>>>>
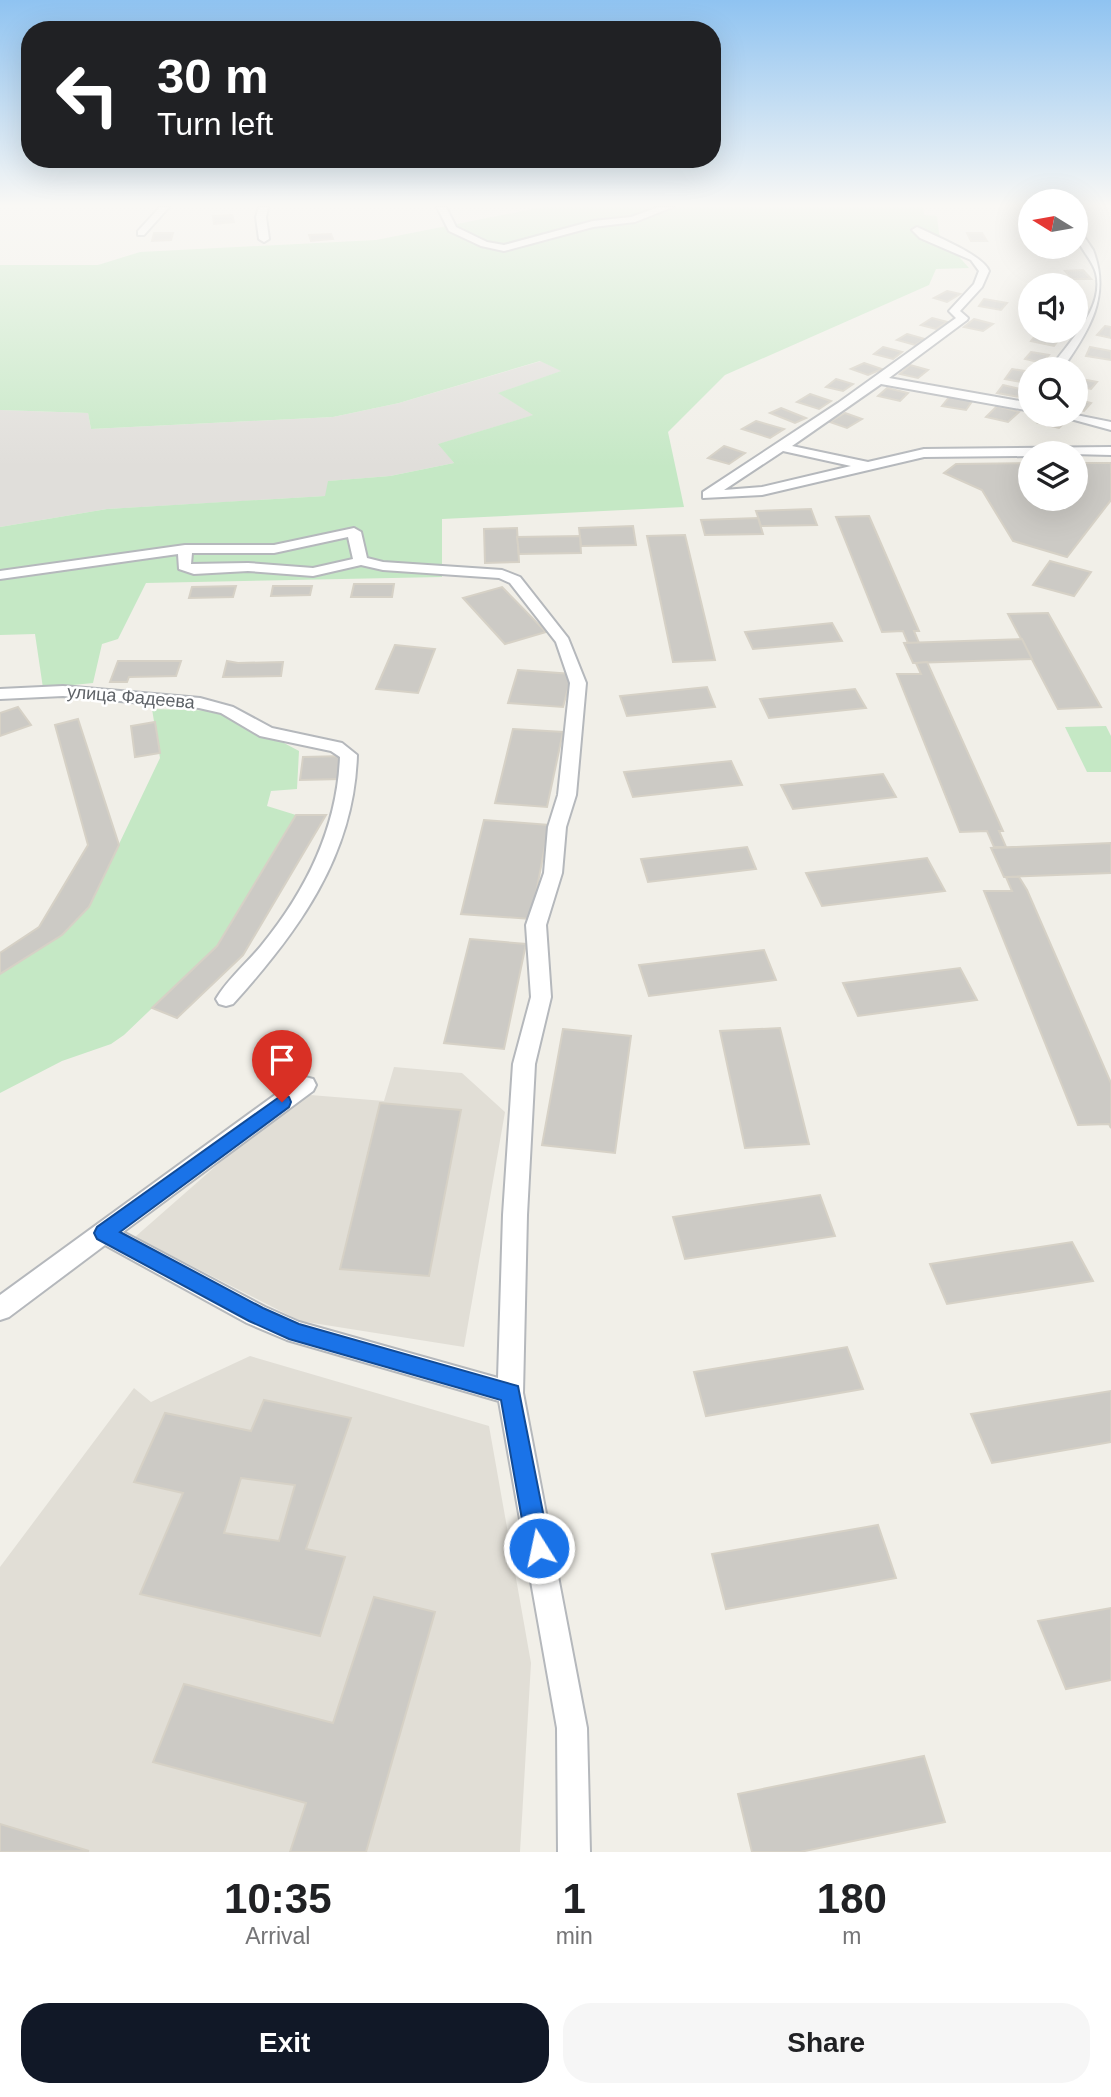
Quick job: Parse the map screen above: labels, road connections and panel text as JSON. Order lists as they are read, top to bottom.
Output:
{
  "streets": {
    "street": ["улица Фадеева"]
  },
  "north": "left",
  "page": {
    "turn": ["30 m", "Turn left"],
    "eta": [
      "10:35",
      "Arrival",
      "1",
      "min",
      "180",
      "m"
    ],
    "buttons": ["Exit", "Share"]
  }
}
<<<<
### Instructions for the task
Copy each entry above exactly; drop the pictures.

### Output below
Quick job: Parse the map screen above: labels, road connections and panel text as JSON. Order lists as they are read, top to bottom.
Output:
{
  "streets": {
    "street": ["улица Фадеева"]
  },
  "north": "left",
  "page": {
    "turn": ["30 m", "Turn left"],
    "eta": [
      "10:35",
      "Arrival",
      "1",
      "min",
      "180",
      "m"
    ],
    "buttons": ["Exit", "Share"]
  }
}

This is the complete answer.